(Action item) Restate word for word the opening line of the data below and every line after it until the line with "height:14px; margin:-7px; padding:0", that line too, but not the pictures.

[Saved entries]
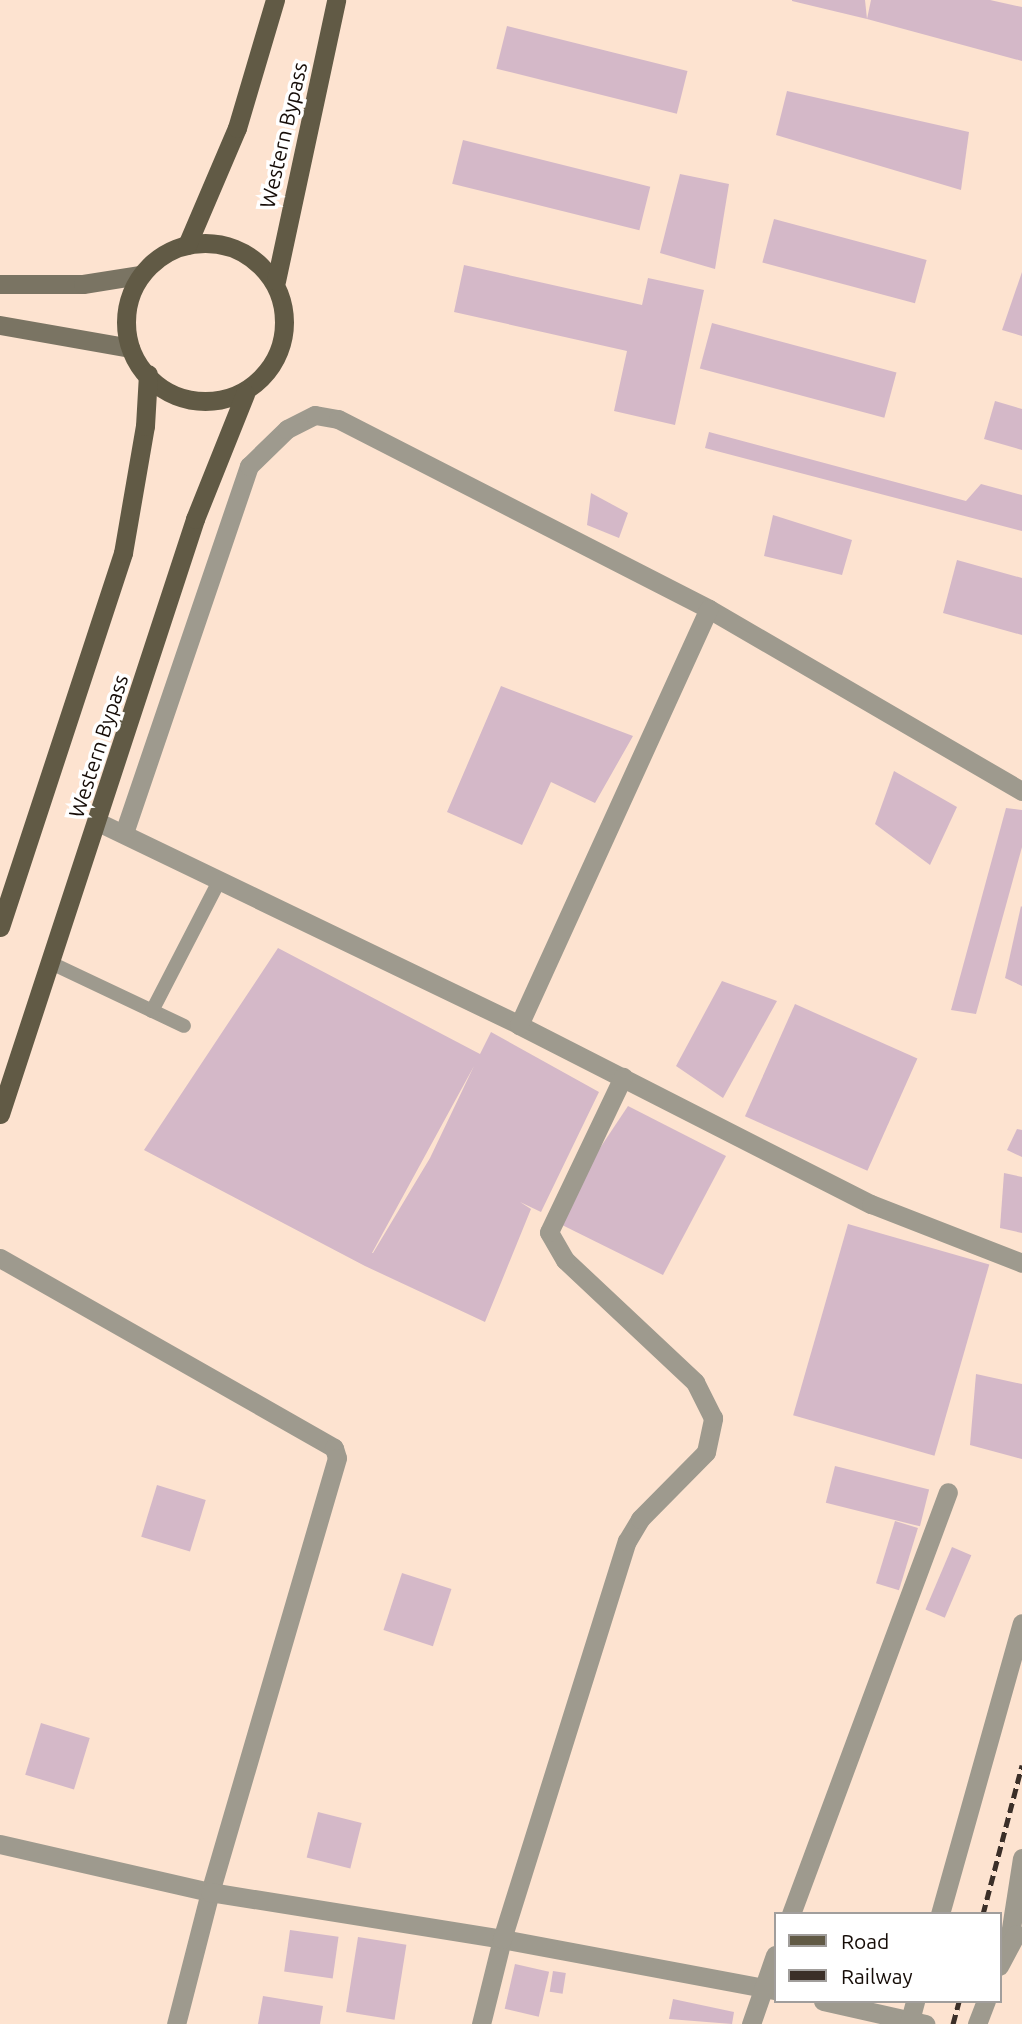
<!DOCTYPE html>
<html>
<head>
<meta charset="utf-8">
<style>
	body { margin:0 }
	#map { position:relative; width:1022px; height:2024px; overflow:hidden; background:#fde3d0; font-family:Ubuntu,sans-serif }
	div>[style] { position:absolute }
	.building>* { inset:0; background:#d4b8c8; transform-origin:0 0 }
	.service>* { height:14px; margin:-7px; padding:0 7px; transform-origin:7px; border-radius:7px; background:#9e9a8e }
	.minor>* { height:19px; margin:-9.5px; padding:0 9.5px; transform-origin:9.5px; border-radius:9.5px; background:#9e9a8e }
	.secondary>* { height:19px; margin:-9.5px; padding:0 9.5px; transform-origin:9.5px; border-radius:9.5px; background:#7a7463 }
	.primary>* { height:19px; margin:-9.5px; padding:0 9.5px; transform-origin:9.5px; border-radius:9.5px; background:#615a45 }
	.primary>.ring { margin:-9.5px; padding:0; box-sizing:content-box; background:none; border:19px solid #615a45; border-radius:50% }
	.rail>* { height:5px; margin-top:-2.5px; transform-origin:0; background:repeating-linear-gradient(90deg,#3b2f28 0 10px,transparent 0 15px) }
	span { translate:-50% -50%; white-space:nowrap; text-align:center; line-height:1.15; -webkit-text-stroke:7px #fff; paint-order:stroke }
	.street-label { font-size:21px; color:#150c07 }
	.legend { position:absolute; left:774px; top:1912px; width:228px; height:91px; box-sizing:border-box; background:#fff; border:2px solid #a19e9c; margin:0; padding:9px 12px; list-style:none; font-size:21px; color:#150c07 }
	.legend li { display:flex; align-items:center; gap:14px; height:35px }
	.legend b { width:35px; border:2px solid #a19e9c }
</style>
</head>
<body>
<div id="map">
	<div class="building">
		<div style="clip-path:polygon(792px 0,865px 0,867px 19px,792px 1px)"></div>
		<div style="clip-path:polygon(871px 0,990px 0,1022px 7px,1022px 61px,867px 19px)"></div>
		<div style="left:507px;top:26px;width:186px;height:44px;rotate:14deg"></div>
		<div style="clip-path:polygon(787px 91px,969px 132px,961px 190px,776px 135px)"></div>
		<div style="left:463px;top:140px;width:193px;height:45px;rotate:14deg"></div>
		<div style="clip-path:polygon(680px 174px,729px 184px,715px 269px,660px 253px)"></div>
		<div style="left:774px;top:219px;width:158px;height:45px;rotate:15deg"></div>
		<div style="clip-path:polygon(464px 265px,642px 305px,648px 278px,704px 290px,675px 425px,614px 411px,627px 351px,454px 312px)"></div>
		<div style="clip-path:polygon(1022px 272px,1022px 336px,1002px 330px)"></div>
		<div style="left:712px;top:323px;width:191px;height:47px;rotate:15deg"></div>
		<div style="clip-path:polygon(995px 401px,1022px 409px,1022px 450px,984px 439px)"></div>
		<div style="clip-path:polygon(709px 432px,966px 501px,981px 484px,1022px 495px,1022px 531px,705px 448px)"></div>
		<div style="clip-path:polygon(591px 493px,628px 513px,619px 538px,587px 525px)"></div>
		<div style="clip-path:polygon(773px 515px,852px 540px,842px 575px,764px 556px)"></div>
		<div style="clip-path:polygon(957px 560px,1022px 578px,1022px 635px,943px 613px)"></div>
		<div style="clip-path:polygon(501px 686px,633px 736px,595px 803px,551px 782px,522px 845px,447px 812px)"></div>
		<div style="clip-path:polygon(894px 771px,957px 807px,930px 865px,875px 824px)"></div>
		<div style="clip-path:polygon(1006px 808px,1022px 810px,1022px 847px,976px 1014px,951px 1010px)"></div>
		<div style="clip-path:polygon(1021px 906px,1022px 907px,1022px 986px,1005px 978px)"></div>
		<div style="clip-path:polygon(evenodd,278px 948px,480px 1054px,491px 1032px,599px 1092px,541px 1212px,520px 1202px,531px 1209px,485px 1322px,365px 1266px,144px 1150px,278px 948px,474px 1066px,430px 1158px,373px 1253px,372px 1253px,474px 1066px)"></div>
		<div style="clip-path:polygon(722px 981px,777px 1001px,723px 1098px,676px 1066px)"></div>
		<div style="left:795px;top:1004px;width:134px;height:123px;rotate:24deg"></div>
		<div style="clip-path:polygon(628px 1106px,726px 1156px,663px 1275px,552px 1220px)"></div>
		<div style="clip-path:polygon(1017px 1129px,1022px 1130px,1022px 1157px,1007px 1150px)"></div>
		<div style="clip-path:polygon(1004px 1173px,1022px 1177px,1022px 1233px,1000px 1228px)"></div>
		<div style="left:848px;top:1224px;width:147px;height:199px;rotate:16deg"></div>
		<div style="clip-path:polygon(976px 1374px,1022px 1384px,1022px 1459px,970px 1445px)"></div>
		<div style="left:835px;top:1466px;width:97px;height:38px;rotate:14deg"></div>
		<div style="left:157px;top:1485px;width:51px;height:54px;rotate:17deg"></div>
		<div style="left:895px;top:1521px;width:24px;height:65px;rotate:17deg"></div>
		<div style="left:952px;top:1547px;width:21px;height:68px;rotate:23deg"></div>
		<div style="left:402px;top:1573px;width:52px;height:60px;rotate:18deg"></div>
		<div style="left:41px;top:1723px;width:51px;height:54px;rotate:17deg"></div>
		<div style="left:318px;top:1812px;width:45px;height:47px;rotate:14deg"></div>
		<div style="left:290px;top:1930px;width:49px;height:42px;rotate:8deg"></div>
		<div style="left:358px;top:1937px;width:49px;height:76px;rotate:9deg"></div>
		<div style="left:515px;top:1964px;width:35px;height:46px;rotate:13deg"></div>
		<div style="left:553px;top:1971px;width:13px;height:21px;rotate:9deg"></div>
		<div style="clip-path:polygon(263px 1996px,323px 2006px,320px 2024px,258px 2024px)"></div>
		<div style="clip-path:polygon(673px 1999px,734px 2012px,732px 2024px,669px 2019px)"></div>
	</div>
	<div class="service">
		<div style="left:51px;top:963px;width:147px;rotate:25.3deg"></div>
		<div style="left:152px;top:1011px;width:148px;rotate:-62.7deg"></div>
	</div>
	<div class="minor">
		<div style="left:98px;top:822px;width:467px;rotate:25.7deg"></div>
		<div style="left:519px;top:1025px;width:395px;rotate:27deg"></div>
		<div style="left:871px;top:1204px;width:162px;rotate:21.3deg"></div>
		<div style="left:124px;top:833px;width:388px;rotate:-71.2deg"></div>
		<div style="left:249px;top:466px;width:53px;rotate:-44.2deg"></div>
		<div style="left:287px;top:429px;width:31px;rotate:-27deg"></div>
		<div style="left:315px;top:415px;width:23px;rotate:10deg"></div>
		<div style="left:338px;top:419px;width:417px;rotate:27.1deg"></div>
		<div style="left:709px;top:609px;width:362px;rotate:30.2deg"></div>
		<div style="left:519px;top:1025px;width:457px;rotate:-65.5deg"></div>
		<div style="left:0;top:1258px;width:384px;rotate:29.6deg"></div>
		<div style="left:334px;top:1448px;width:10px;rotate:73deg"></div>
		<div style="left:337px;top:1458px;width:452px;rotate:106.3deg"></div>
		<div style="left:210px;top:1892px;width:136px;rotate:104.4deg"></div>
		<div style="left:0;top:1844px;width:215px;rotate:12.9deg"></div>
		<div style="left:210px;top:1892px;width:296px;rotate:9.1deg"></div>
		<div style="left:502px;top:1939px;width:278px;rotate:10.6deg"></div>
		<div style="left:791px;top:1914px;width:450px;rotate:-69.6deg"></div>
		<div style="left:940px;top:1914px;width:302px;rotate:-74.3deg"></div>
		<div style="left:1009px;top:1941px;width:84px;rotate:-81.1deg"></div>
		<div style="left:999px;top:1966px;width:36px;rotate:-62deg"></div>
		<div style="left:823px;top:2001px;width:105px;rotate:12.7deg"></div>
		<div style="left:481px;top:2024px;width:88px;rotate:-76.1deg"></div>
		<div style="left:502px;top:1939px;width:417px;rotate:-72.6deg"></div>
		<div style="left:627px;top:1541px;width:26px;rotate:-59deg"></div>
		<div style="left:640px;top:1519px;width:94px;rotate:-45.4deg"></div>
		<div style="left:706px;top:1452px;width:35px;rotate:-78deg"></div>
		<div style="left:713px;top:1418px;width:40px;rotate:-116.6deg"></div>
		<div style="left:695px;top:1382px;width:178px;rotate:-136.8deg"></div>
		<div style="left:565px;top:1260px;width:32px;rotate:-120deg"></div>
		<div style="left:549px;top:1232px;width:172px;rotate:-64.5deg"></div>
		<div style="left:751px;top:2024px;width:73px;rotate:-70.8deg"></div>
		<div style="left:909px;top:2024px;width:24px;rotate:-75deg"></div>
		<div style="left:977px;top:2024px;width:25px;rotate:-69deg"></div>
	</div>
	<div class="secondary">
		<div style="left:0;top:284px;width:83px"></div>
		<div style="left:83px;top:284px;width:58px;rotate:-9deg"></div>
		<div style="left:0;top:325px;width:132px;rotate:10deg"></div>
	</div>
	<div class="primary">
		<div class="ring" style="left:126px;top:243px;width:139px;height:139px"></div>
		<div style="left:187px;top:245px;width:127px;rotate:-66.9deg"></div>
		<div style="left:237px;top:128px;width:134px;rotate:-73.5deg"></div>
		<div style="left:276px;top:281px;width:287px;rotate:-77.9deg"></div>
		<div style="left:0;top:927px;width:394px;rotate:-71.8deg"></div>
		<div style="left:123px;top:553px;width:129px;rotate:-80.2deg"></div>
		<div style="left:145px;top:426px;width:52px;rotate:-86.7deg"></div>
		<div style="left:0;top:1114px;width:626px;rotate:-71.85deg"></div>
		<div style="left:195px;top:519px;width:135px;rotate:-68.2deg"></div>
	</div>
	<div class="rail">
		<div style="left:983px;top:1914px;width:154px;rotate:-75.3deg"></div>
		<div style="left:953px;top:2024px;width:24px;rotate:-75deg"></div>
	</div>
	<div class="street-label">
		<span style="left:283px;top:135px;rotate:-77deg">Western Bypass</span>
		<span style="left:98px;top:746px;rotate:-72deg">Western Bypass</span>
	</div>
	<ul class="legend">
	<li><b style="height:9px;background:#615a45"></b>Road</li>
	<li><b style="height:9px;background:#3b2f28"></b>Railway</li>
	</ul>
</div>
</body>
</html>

(Answer below)
<!DOCTYPE html>
<html>
<head>
<meta charset="utf-8">
<style>
	body { margin:0 }
	#map { position:relative; width:1022px; height:2024px; overflow:hidden; background:#fde3d0; font-family:Ubuntu,sans-serif }
	div>[style] { position:absolute }
	.building>* { inset:0; background:#d4b8c8; transform-origin:0 0 }
	.service>* { height:14px; margin:-7px; padding:0 7px; transform-origin:7px; border-radius:7px; background:#9e9a8e }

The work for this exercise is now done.